TASK REQUIREMENTS => Below are some records. Reproduce them exactly from their first line through the line with "Detect the labels", inclusive.

Stored items =>
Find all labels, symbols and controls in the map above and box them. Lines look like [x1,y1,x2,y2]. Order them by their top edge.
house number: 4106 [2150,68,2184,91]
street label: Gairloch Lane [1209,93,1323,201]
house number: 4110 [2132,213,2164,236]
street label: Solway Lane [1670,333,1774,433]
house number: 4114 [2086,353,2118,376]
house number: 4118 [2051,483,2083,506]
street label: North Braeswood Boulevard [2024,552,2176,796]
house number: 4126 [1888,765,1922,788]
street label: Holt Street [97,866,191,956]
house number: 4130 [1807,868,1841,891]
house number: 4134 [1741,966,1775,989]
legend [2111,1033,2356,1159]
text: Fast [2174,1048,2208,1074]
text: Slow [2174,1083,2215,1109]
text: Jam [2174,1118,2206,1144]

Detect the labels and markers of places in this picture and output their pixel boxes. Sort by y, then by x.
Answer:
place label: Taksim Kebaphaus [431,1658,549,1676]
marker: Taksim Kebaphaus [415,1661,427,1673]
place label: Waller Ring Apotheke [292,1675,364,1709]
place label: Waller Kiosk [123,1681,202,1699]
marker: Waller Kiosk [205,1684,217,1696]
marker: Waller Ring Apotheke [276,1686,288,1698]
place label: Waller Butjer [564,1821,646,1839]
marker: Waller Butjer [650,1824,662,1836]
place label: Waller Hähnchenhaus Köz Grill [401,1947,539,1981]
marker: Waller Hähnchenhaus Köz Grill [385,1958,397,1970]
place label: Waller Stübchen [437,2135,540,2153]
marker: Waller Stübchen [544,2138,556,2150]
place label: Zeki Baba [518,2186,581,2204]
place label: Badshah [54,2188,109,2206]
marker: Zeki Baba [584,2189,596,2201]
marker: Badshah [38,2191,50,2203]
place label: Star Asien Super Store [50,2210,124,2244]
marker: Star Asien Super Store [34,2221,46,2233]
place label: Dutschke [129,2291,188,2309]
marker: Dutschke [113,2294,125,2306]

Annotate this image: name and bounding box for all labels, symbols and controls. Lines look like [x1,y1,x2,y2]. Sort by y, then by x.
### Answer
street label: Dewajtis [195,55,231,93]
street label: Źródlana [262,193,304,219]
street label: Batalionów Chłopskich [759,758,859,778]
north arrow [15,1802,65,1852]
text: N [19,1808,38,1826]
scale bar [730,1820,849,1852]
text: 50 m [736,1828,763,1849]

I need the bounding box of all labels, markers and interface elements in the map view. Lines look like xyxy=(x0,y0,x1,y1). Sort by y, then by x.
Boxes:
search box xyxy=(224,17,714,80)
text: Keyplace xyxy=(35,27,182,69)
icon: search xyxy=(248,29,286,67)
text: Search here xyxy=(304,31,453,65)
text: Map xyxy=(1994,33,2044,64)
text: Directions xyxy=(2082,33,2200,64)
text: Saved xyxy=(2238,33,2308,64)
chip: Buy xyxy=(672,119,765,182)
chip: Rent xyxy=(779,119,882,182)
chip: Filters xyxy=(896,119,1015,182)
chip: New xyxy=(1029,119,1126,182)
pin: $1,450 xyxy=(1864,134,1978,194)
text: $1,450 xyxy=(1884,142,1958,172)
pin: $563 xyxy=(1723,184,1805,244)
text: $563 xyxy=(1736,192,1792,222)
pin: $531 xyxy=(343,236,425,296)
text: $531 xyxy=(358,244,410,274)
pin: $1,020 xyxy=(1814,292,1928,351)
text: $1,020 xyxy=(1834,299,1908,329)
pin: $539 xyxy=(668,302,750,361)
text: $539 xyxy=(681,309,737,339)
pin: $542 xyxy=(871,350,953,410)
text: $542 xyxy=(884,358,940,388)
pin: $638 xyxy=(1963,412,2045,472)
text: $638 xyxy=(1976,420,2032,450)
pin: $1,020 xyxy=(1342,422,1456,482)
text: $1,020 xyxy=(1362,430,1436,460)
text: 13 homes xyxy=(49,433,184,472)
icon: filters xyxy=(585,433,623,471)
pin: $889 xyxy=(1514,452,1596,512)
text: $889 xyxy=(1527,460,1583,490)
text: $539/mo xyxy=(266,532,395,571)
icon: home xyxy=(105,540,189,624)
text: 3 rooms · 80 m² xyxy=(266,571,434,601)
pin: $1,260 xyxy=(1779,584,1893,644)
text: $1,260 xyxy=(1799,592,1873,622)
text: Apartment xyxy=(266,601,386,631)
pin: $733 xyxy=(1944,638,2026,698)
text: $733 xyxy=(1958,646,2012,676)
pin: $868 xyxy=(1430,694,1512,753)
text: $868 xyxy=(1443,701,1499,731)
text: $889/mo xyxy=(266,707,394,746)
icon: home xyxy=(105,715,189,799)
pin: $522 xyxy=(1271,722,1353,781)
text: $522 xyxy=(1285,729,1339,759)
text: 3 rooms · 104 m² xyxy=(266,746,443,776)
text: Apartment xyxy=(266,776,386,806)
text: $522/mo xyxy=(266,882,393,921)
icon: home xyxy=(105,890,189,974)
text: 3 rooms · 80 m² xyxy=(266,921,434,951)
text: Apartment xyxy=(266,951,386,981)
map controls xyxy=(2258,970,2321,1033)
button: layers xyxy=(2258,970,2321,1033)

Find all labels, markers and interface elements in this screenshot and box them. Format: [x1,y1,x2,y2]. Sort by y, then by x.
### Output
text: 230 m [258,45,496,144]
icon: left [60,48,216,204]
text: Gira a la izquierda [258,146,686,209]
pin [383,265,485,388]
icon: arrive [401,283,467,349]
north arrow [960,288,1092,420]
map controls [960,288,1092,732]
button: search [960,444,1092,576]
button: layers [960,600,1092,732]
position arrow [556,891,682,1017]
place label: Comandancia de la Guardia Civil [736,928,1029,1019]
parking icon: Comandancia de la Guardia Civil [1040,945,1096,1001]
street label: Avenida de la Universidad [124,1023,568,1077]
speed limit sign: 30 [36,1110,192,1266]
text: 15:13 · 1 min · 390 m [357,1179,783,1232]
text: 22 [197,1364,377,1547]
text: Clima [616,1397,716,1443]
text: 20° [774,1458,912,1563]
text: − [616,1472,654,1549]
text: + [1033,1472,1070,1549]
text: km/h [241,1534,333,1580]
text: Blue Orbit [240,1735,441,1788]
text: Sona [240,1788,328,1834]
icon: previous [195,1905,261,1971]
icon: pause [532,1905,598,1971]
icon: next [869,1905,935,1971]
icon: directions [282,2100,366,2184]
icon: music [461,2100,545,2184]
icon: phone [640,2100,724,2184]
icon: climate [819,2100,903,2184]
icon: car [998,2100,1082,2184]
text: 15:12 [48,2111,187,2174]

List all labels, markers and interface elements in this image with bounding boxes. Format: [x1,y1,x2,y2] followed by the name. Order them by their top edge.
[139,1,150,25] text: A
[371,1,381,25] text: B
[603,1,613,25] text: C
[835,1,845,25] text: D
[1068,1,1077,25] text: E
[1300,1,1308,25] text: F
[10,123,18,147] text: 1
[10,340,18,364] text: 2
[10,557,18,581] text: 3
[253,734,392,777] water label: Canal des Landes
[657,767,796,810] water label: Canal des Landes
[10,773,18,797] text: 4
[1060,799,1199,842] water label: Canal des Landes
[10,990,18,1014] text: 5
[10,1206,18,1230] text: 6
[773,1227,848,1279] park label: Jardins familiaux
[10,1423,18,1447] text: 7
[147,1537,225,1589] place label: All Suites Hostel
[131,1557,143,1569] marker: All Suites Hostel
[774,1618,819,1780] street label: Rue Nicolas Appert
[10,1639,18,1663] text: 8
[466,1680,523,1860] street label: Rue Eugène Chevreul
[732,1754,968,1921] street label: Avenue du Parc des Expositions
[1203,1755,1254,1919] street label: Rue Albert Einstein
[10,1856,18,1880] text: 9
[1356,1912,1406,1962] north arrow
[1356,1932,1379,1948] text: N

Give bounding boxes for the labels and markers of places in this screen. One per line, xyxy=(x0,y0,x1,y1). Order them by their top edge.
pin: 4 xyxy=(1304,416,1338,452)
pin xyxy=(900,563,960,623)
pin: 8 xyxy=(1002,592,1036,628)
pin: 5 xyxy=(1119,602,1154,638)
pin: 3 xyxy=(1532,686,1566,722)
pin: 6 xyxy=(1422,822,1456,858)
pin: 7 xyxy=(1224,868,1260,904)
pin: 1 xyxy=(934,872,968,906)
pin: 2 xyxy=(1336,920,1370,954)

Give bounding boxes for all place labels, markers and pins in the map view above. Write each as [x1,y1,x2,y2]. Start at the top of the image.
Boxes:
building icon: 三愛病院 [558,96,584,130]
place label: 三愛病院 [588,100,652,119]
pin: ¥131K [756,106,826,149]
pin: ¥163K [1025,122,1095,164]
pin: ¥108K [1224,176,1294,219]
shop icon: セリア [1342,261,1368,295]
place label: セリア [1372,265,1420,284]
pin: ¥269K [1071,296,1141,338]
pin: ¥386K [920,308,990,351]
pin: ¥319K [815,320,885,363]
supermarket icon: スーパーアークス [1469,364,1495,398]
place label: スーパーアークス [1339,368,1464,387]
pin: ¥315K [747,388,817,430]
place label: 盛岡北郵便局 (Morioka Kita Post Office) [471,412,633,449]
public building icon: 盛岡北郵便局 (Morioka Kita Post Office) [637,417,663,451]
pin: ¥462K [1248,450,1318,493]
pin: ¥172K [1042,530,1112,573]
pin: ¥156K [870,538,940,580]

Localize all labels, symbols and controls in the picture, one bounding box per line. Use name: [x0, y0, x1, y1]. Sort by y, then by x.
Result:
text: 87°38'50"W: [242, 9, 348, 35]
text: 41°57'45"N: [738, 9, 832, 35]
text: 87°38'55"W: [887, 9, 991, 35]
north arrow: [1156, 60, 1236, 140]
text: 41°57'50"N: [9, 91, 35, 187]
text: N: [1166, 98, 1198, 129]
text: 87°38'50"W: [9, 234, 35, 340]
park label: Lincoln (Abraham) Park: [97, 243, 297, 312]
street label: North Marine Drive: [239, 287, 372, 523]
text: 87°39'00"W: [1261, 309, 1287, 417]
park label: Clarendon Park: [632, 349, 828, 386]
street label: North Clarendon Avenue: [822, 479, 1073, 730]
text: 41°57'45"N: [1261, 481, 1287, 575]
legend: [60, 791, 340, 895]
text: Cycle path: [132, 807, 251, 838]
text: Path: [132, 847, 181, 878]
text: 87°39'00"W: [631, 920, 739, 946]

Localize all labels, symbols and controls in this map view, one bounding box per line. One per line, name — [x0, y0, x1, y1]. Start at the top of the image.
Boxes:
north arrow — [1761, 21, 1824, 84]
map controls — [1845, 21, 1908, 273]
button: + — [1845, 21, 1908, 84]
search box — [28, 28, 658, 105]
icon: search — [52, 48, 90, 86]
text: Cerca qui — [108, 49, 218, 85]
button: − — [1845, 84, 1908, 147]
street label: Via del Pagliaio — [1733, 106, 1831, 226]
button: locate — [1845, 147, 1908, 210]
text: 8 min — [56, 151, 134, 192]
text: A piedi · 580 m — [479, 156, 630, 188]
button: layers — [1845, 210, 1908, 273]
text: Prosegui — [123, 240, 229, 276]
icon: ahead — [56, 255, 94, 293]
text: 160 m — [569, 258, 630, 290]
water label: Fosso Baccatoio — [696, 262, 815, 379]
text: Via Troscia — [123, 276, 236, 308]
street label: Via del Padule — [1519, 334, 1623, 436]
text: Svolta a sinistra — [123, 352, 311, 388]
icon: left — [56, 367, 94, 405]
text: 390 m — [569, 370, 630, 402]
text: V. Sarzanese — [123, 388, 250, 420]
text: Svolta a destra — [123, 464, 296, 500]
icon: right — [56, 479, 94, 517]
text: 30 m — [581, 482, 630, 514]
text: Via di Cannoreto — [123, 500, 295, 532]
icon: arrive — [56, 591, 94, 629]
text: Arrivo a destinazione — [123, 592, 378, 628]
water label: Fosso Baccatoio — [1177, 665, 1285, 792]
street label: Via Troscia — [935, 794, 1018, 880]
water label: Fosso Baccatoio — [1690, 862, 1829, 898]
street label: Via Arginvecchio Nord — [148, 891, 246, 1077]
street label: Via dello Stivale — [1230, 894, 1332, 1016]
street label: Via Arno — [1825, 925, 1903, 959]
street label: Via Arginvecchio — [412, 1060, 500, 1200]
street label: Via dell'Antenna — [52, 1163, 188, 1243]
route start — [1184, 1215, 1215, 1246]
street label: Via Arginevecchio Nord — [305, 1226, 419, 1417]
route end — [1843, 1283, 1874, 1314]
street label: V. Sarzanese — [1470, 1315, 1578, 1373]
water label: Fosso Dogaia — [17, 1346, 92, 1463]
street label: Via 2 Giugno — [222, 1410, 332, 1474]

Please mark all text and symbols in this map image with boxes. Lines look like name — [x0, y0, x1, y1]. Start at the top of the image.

TASK ANSWER =>
Find all labels, symbols and controls in the map above and box them. Lines look like [x1,y1,x2,y2]. Order them by their top edge.
house number: 4106 [2150,68,2184,91]
street label: Gairloch Lane [1209,93,1323,201]
house number: 4110 [2132,213,2164,236]
street label: Solway Lane [1670,333,1774,433]
house number: 4114 [2086,353,2118,376]
house number: 4118 [2051,483,2083,506]
street label: North Braeswood Boulevard [2024,552,2176,796]
house number: 4126 [1888,765,1922,788]
street label: Holt Street [97,866,191,956]
house number: 4130 [1807,868,1841,891]
house number: 4134 [1741,966,1775,989]
legend [2111,1033,2356,1159]
text: Fast [2174,1048,2208,1074]
text: Slow [2174,1083,2215,1109]
text: Jam [2174,1118,2206,1144]

Detect the labels and markers of places in this picture and output their pixel boxes. Sort by y, then by x.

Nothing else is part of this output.